Somers R G, Jablon L K, Kaplan M J, Sandler G L, Rosenblatt N K
Department of Surgery, Albert Einstein Medical Center, Philadelphia, Pennsylvania.
Ann Surg. 1992 Feb;215(2):146-9. doi: 10.1097/00000658-199202000-00009.
Closed suction drainage has been used to prevent seroma formation after lumpectomy and axillary node dissection for breast cancer. To study the efficacy of closed suction drains, the authors conducted a prospective randomized study from 1987 to 1990 of 227 axillary dissections. One hundred eight were randomized to a drain group (DG) and 119 to a no drain group (NDG). Drains were removed on the first postoperative day just before patient discharge. Postoperatively, all palpable axillary collections were aspirated on each follow-up visit. The volume aspirated, the number of aspirations, the time to seroma resolution, and all complications were recorded. The mean number of aspirations in the DG was significantly lower than the NDG (2.2 +/- 2.2 versus 3.3 +/- 2.1; p less than or equal to 0.002). Mean volume aspirated in the DG (146.3 +/- 181.1 mL) was less than the NDG (266.1 +/- 247.6 mL; p less than or equal to 0.003), and the time to seroma resolution was decreased in the DG as compared with the NDG (11.5 +/- 10 days versus 18 +/- 10.1 days; p less than or equal to 0.0002). Closed suction drainage after lumpectomy and axillary node dissection is advantageous in decreasing the incidence and degree of seroma formation and need not delay early hospital discharge.

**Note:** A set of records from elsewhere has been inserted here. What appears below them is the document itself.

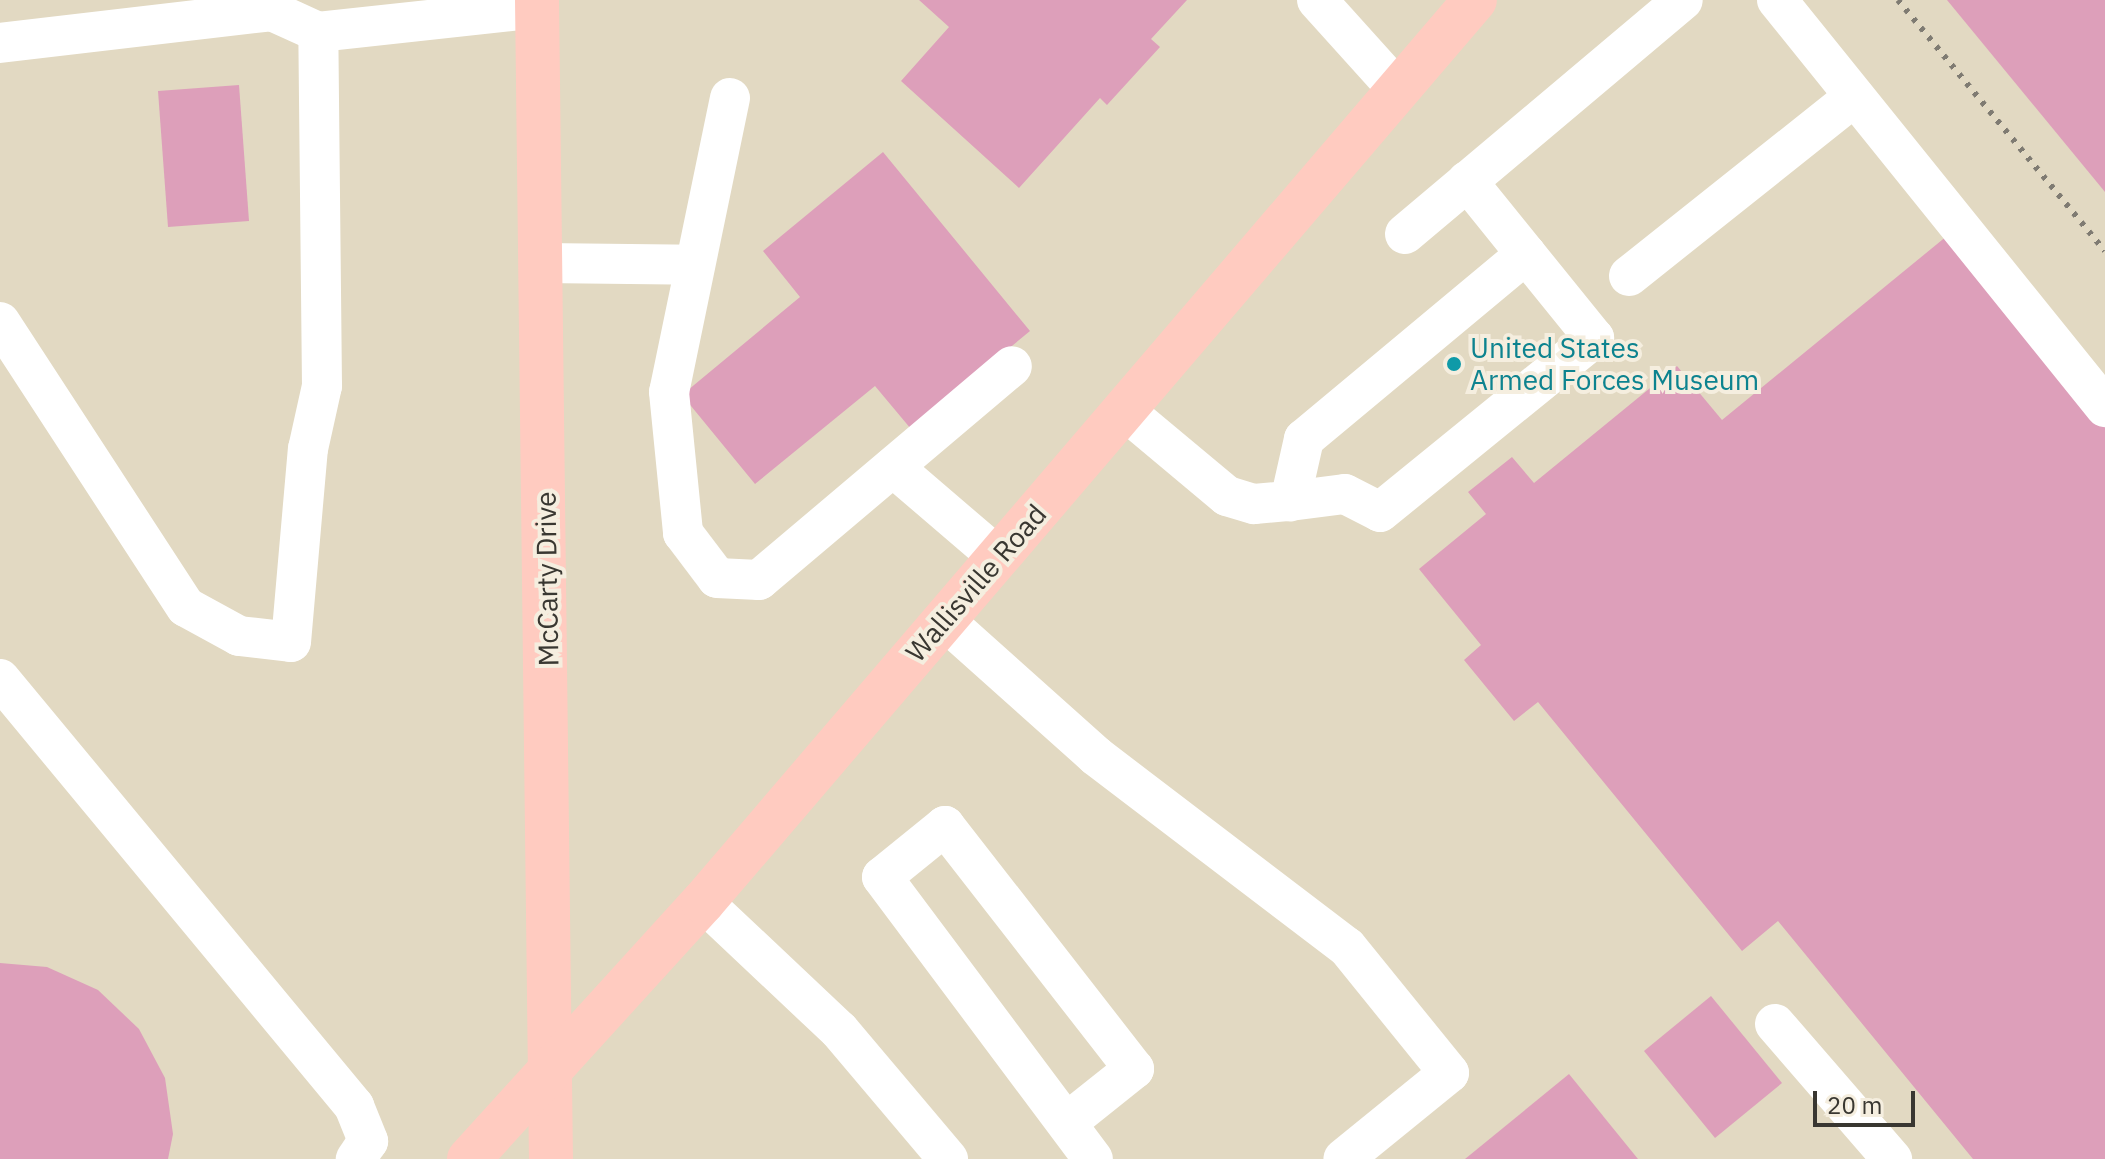 <!DOCTYPE html>
<style>
body{margin:0}
#map{position:relative;width:2105px;height:1159px;overflow:hidden;background:#e8e1d2;font-family:"IBM Plex Sans",sans-serif}
div>[style]{position:absolute}
.built>*{inset:0;background:#e2d9c2}
.building>*{inset:0;background:#dd9fba}
.minor>*{height:40px;margin:-20px;padding:0 20px;transform-origin:20px;border-radius:20px;background:#fff}
.major>*{height:44px;margin:-22px;padding:0 22px;transform-origin:22px;border-radius:22px;background:#ffcbc0}
.rail>*{height:6px;margin-top:-3px;transform-origin:0;background:repeating-linear-gradient(90deg,#7f7b72 0 4px,transparent 0 12px)}
.dots>*{width:22px;height:22px;translate:-50% -50%;box-sizing:border-box;border:4px solid #f5eedf;border-radius:50%}
span{translate:-50% -50%;white-space:nowrap;text-align:center;line-height:1.15;-webkit-text-stroke:8px #f5eedf;paint-order:stroke}
.culture-label{font-size:28px;color:#0d838f}
.left{translate:0 -50%;text-align:left}
.street-label{font-size:28px;color:#393731}
.scale{position:absolute;left:1813px;top:1091px;width:102px;height:36px;box-sizing:border-box;border:4px solid #393731;border-top:0;padding-left:10px;font-size:24px;line-height:28px;white-space:nowrap;color:#393731;-webkit-text-stroke:6px #f5eedf;paint-order:stroke}
</style>
<div id="map">
<div class="built">
<div style="clip-path:polygon(0 0,2105px 0,2105px 1159px,0 1159px)"></div>
</div>
<div class="building">
<div style="clip-path:polygon(919px 0,1187px 0,1151px 39px,1160px 47px,1107px 105px,1100px 98px,1019px 188px,901px 81px,949px 27px)"></div>
<div style="clip-path:polygon(1947px 0,2105px 0,2105px 192px)"></div>
<div style="clip-path:polygon(239px 85px,249px 221px,168px 227px,158px 91px)"></div>
<div style="clip-path:polygon(883px 152px,1030px 331px,911px 429px,875px 386px,755px 484px,682px 395px,800px 297px,763px 251px)"></div>
<div style="clip-path:polygon(1953px 231px,2105px 417px,2105px 1159px,1973px 1159px,1778px 921px,1742px 951px,1538px 702px,1514px 721px,1464px 660px,1481px 645px,1419px 569px,1486px 514px,1468px 492px,1512px 457px,1534px 483px,1677px 366px,1722px 420px)"></div>
<div style="clip-path:polygon(0 963px,47px 967px,98px 990px,139px 1029px,165px 1078px,173px 1134px,168px 1159px,0 1159px)"></div>
<div style="clip-path:polygon(1711px 996px,1782px 1083px,1715px 1138px,1644px 1051px)"></div>
<div style="clip-path:polygon(1569px 1074px,1638px 1159px,1465px 1159px)"></div>
</div>
<div class="minor">
<div style="left:1317px;top:0;width:121px;rotate:48deg"></div>
<div style="left:1777px;top:0;width:523px;rotate:51.13deg"></div>
<div style="left:0;top:43px;width:274px;rotate:-6.7deg"></div>
<div style="left:272px;top:11px;width:51px;rotate:24.5deg"></div>
<div style="left:318px;top:32px;width:221px;rotate:-6.2deg"></div>
<div style="left:730px;top:98px;width:300px;rotate:101.7deg"></div>
<div style="left:669px;top:392px;width:142px;rotate:84.3deg"></div>
<div style="left:683px;top:533px;width:56px;rotate:52.9deg"></div>
<div style="left:717px;top:578px;width:42px;rotate:2.7deg"></div>
<div style="left:759px;top:580px;width:331px;rotate:-40.2deg"></div>
<div style="left:1467px;top:181px;width:94px;rotate:51.1deg"></div>
<div style="left:1405px;top:234px;width:363px;rotate:-40.1deg"></div>
<div style="left:542px;top:263px;width:153px;rotate:0.7deg"></div>
<div style="left:1629px;top:276px;width:288px;rotate:-38.5deg"></div>
<div style="left:0;top:322px;width:340px;rotate:56.9deg"></div>
<div style="left:186px;top:607px;width:60px;rotate:28.7deg"></div>
<div style="left:239px;top:636px;width:52px;rotate:6.6deg"></div>
<div style="left:291px;top:642px;width:194px;rotate:-85deg"></div>
<div style="left:308px;top:449px;width:65px;rotate:-77.5deg"></div>
<div style="left:322px;top:386px;width:354px;rotate:-90.6deg"></div>
<div style="left:1124px;top:410px;width:134px;rotate:39.9deg"></div>
<div style="left:1227px;top:496px;width:28px;rotate:17deg"></div>
<div style="left:1254px;top:504px;width:36px;rotate:-5deg"></div>
<div style="left:1290px;top:501px;width:55px;rotate:-7.3deg"></div>
<div style="left:1345px;top:494px;width:39px;rotate:27deg"></div>
<div style="left:1380px;top:512px;width:276px;rotate:-39.1deg"></div>
<div style="left:1594px;top:338px;width:108px;rotate:-129deg"></div>
<div style="left:1526px;top:254px;width:289px;rotate:140.2deg"></div>
<div style="left:1304px;top:439px;width:64px;rotate:102.7deg"></div>
<div style="left:893px;top:467px;width:138px;rotate:40.6deg"></div>
<div style="left:944px;top:620px;width:204px;rotate:41.8deg"></div>
<div style="left:1096px;top:756px;width:315px;rotate:37.3deg"></div>
<div style="left:1347px;top:947px;width:162px;rotate:51deg"></div>
<div style="left:1449px;top:1073px;width:136px;rotate:140.9deg"></div>
<div style="left:0;top:679px;width:555px;rotate:50.34deg"></div>
<div style="left:354px;top:1106px;width:38px;rotate:68deg"></div>
<div style="left:368px;top:1141px;width:22px;rotate:124deg"></div>
<div style="left:703px;top:902px;width:187px;rotate:43.3deg"></div>
<div style="left:839px;top:1030px;width:169px;rotate:49.8deg"></div>
<div style="left:1775px;top:1024px;width:179px;rotate:49.1deg"></div>
<div style="left:1070px;top:1120px;width:82px;rotate:-38.6deg"></div>
<div style="left:1134px;top:1069px;width:308px;rotate:-127.9deg"></div>
<div style="left:945px;top:826px;width:81px;rotate:141deg"></div>
<div style="left:882px;top:877px;width:352px;rotate:53.2deg"></div>
</div>
<div class="major">
<div style="left:537px;top:0;width:1159px;rotate:89.31deg"></div>
<div style="left:469px;top:1159px;width:348px;rotate:-47.7deg"></div>
<div style="left:703px;top:902px;width:1187px;rotate:-49.44deg"></div>
</div>
<div class="rail">
<div style="left:1898px;top:0;width:325px;rotate:50.5deg"></div>
</div>
<div class="dots">
<div style="left:1454px;top:364px;background:#0f9aa8"></div>
</div>
<div class="culture-label">
<span class="left" style="left:1470px;top:364px">United States<br>Armed Forces Museum</span>
</div>
<div class="street-label">
<span style="left:547px;top:579px;rotate:-91deg">McCarty Drive</span>
<span style="left:976px;top:583px;rotate:-49deg">Wallisville Road</span>
</div>
<div class="scale">20 m</div>
</div>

闭式负压引流已被用于预防乳腺癌保乳手术及腋窝淋巴结清扫术后血清肿的形成。为研究闭式负压引流的疗效,作者于1987年至1990年对227例腋窝清扫术进行了一项前瞻性随机研究。108例被随机分为引流组(DG),119例被分为无引流组(NDG)。术后第一天患者出院前拔除引流管。术后,每次随访时对所有可触及的腋窝积液进行抽吸。记录抽吸量、抽吸次数、血清肿消退时间及所有并发症。引流组的平均抽吸次数显著低于无引流组(2.2±2.2比3.3±2.1;p≤0.002)。引流组的平均抽吸量(146.3±181.1 mL)少于无引流组(266.1±247.6 mL;p≤0.003),与无引流组相比,引流组血清肿消退时间缩短(11.5±10天比18±10.1天;p≤0.0002)。保乳手术及腋窝淋巴结清扫术后采用闭式负压引流有利于降低血清肿形成的发生率和程度,且无需延迟早期出院。